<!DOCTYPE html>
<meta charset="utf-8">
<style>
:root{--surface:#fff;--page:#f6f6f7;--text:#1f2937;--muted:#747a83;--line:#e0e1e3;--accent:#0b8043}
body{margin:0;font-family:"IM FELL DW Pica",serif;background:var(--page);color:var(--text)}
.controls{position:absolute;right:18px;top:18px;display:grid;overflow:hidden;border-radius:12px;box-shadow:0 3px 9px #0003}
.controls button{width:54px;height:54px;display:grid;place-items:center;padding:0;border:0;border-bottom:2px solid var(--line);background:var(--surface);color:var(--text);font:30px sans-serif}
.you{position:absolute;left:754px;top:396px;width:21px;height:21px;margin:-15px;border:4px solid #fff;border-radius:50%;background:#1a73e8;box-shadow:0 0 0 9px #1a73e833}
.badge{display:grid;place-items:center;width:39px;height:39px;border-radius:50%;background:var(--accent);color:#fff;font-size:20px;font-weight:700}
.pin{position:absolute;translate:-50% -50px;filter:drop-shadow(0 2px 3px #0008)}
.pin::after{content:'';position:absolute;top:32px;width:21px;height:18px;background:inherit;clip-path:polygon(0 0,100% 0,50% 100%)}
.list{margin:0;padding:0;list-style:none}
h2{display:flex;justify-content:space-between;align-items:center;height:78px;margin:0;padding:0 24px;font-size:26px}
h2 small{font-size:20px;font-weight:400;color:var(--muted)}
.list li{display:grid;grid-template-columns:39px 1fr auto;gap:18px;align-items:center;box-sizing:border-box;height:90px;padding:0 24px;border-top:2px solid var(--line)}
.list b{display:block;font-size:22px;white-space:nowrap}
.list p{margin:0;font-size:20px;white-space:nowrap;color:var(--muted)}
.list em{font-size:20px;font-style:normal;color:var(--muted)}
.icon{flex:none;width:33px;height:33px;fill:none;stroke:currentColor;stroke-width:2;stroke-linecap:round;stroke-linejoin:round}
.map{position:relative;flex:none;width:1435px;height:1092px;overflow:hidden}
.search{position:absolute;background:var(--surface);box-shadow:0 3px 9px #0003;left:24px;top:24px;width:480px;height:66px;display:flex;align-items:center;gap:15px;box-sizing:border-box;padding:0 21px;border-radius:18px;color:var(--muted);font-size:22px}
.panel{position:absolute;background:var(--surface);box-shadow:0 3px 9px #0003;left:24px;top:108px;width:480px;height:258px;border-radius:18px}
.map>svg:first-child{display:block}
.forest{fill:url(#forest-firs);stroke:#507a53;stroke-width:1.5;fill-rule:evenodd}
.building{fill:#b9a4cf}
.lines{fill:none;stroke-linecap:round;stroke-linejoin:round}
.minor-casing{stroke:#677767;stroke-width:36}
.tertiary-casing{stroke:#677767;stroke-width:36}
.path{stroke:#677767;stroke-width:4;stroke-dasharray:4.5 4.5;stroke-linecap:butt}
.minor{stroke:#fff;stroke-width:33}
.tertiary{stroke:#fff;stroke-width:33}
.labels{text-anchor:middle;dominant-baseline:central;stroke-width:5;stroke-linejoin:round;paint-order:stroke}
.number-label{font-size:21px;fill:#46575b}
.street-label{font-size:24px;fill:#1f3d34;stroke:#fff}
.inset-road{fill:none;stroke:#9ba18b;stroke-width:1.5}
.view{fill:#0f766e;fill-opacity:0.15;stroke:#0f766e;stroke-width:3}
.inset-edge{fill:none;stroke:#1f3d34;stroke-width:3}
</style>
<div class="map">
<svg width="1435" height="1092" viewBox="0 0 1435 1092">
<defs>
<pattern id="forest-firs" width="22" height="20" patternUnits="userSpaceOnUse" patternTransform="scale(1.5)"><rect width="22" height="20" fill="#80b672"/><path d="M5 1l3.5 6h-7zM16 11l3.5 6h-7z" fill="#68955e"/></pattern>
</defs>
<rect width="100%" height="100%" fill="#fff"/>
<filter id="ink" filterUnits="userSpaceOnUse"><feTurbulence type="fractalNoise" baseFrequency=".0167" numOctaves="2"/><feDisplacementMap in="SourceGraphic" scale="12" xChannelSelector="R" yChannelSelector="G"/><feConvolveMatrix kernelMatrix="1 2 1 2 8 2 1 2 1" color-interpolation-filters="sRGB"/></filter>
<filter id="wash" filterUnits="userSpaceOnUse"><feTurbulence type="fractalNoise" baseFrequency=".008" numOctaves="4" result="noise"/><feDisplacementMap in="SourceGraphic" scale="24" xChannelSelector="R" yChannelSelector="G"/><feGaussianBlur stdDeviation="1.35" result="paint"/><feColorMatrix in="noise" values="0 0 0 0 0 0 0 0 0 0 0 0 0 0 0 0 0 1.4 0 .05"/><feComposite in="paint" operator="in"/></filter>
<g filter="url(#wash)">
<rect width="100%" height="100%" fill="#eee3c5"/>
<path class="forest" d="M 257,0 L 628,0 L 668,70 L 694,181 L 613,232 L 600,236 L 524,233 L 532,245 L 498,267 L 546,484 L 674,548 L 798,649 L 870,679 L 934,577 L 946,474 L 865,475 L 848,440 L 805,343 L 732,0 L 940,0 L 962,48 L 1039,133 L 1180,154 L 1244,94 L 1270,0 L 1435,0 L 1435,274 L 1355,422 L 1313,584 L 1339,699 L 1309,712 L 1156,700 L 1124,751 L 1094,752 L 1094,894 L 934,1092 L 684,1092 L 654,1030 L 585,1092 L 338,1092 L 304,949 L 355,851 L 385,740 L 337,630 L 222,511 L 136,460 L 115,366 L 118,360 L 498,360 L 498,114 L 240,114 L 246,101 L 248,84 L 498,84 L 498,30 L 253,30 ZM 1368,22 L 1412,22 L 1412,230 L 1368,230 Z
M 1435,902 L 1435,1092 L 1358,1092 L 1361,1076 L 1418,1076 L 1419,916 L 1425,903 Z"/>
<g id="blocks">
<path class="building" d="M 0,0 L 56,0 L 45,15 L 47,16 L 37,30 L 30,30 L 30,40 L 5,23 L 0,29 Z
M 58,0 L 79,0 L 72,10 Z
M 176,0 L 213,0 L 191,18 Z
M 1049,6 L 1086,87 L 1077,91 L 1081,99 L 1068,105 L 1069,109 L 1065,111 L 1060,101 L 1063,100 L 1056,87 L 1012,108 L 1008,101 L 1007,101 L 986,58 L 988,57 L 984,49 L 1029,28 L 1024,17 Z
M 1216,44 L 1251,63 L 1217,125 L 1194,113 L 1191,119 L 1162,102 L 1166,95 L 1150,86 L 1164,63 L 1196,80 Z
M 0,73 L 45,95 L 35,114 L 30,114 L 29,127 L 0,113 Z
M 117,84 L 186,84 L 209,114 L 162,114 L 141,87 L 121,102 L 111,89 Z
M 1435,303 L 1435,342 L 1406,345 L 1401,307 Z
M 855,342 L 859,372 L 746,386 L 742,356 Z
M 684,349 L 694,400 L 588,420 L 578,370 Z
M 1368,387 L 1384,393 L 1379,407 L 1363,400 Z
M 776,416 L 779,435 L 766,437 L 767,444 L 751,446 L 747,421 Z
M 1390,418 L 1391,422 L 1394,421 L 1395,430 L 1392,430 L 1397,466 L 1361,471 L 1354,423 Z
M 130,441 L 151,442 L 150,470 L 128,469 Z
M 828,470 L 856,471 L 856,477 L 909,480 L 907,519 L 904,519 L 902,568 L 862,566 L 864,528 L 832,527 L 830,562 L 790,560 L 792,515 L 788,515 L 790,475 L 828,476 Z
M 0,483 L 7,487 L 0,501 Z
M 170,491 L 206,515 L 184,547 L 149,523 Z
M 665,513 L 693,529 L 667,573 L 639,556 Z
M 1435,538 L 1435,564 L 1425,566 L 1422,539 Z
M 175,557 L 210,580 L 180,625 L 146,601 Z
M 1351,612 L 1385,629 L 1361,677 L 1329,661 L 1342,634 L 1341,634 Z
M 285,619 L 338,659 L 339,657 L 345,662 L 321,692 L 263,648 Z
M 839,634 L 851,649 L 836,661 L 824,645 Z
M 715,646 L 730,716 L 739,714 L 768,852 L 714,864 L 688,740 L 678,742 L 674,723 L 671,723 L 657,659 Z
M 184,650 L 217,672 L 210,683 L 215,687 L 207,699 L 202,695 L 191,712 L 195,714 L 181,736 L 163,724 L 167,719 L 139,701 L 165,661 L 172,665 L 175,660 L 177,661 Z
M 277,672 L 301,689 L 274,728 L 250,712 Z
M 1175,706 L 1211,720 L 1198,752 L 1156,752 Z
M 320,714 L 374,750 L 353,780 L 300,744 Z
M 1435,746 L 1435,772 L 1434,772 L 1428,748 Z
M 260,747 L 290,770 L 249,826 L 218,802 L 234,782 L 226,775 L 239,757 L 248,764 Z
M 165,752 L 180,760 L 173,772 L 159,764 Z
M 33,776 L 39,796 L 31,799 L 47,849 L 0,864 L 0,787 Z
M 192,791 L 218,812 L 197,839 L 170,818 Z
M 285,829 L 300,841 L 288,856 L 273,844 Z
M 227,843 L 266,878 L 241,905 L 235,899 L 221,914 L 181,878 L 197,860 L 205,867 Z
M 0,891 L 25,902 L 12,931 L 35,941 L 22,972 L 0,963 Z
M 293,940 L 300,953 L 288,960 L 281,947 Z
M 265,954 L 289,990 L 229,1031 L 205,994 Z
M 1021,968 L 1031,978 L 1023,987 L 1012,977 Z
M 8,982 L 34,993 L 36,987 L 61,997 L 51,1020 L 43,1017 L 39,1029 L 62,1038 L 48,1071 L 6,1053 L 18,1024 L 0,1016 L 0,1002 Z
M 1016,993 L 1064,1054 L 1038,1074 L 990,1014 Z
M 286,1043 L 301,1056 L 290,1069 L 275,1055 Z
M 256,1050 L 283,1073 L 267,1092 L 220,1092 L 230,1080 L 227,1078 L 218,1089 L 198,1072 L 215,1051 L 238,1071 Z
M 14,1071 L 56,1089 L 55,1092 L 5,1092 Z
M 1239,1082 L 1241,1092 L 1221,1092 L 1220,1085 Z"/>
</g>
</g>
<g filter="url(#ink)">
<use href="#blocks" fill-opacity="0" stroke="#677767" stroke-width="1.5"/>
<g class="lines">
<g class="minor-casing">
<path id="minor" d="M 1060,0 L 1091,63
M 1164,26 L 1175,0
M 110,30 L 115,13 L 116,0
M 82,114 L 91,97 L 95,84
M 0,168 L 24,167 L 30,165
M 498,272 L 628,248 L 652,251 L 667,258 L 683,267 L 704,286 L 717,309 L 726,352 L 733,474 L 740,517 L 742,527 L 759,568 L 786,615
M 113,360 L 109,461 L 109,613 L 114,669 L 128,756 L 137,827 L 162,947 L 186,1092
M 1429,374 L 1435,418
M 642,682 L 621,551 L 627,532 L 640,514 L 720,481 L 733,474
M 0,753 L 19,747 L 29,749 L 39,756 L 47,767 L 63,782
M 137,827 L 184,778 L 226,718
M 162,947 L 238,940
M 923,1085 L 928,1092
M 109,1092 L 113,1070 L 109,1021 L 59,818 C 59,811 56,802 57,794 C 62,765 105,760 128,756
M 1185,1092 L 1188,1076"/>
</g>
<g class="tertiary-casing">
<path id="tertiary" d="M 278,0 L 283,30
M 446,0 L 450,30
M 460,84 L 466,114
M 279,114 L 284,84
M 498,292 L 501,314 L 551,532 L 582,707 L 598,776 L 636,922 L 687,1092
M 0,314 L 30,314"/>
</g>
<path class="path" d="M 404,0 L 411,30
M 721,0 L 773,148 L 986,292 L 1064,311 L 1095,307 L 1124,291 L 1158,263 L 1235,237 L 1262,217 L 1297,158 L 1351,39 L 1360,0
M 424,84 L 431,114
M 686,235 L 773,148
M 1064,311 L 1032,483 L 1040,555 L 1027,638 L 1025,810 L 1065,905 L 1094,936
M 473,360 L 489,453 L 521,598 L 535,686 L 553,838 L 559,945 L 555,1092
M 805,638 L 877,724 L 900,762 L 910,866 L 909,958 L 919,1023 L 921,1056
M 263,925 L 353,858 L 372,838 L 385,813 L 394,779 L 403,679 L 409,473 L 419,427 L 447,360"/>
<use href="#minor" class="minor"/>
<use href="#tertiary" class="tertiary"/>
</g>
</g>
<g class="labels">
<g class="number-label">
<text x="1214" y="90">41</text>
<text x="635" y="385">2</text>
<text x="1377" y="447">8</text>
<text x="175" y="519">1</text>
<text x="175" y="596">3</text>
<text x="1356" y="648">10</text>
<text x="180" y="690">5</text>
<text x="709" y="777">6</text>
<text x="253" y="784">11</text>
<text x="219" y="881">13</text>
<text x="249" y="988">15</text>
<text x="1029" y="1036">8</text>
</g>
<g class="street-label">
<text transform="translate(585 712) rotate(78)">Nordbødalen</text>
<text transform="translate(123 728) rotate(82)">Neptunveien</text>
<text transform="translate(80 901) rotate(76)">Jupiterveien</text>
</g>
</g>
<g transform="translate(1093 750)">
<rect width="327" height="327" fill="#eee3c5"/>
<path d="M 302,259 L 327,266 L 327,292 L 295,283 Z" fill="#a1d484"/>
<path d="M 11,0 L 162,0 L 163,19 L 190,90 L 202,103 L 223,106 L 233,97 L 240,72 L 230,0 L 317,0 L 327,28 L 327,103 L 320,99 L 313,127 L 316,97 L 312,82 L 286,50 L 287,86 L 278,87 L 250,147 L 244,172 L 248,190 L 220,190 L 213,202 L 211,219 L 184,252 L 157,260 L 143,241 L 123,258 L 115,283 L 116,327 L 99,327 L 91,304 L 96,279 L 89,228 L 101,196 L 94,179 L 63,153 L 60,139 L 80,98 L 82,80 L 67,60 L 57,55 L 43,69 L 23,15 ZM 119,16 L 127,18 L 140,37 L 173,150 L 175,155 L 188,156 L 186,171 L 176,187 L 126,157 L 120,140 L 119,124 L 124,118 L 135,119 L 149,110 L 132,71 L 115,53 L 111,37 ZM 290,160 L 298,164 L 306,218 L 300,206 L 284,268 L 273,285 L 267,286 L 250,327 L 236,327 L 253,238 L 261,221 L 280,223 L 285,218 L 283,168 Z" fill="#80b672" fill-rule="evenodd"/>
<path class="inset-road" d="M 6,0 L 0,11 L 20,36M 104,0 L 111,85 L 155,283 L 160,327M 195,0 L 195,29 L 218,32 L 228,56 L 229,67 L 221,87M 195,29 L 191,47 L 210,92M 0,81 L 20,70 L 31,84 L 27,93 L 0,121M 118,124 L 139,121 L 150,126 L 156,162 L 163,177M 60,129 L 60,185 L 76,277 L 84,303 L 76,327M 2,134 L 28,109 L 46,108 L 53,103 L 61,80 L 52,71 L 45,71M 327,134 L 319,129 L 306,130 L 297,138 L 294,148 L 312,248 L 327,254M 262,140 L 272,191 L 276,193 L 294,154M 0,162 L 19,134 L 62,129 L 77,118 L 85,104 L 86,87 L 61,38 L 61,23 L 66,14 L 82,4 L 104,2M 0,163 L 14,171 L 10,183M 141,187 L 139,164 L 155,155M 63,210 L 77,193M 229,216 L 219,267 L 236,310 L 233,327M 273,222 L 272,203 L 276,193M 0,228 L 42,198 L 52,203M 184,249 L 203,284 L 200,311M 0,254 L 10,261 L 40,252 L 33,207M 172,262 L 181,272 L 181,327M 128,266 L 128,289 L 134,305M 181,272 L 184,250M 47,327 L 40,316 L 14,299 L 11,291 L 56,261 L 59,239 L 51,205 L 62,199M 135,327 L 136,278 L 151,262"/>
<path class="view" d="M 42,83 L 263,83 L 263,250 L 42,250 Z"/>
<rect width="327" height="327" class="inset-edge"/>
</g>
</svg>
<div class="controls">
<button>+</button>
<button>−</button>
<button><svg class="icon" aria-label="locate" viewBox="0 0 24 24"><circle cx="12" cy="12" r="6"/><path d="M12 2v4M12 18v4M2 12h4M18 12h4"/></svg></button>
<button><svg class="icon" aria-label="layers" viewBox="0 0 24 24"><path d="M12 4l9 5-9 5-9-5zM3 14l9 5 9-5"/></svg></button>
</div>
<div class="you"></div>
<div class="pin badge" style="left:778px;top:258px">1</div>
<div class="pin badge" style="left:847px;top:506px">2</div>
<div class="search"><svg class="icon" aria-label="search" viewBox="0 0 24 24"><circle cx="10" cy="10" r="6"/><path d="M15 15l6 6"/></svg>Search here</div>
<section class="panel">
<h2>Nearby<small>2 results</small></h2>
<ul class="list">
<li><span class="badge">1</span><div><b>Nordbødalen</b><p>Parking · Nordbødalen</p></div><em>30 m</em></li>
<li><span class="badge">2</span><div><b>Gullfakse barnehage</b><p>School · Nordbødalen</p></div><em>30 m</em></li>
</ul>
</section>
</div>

::::::::::

### EXERCISE BRIEF
Reproduce exactly the lines above from the line with "M 1175,706 L 1211,720 L 1198,752 L 1156,752 Z" to the line with "1060,0 L 1091,63", including both, and add nothing.

### ANSWER SECTION
M 1175,706 L 1211,720 L 1198,752 L 1156,752 Z
M 320,714 L 374,750 L 353,780 L 300,744 Z
M 1435,746 L 1435,772 L 1434,772 L 1428,748 Z
M 260,747 L 290,770 L 249,826 L 218,802 L 234,782 L 226,775 L 239,757 L 248,764 Z
M 165,752 L 180,760 L 173,772 L 159,764 Z
M 33,776 L 39,796 L 31,799 L 47,849 L 0,864 L 0,787 Z
M 192,791 L 218,812 L 197,839 L 170,818 Z
M 285,829 L 300,841 L 288,856 L 273,844 Z
M 227,843 L 266,878 L 241,905 L 235,899 L 221,914 L 181,878 L 197,860 L 205,867 Z
M 0,891 L 25,902 L 12,931 L 35,941 L 22,972 L 0,963 Z
M 293,940 L 300,953 L 288,960 L 281,947 Z
M 265,954 L 289,990 L 229,1031 L 205,994 Z
M 1021,968 L 1031,978 L 1023,987 L 1012,977 Z
M 8,982 L 34,993 L 36,987 L 61,997 L 51,1020 L 43,1017 L 39,1029 L 62,1038 L 48,1071 L 6,1053 L 18,1024 L 0,1016 L 0,1002 Z
M 1016,993 L 1064,1054 L 1038,1074 L 990,1014 Z
M 286,1043 L 301,1056 L 290,1069 L 275,1055 Z
M 256,1050 L 283,1073 L 267,1092 L 220,1092 L 230,1080 L 227,1078 L 218,1089 L 198,1072 L 215,1051 L 238,1071 Z
M 14,1071 L 56,1089 L 55,1092 L 5,1092 Z
M 1239,1082 L 1241,1092 L 1221,1092 L 1220,1085 Z"/>
</g>
</g>
<g filter="url(#ink)">
<use href="#blocks" fill-opacity="0" stroke="#677767" stroke-width="1.5"/>
<g class="lines">
<g class="minor-casing">
<path id="minor" d="M 1060,0 L 1091,63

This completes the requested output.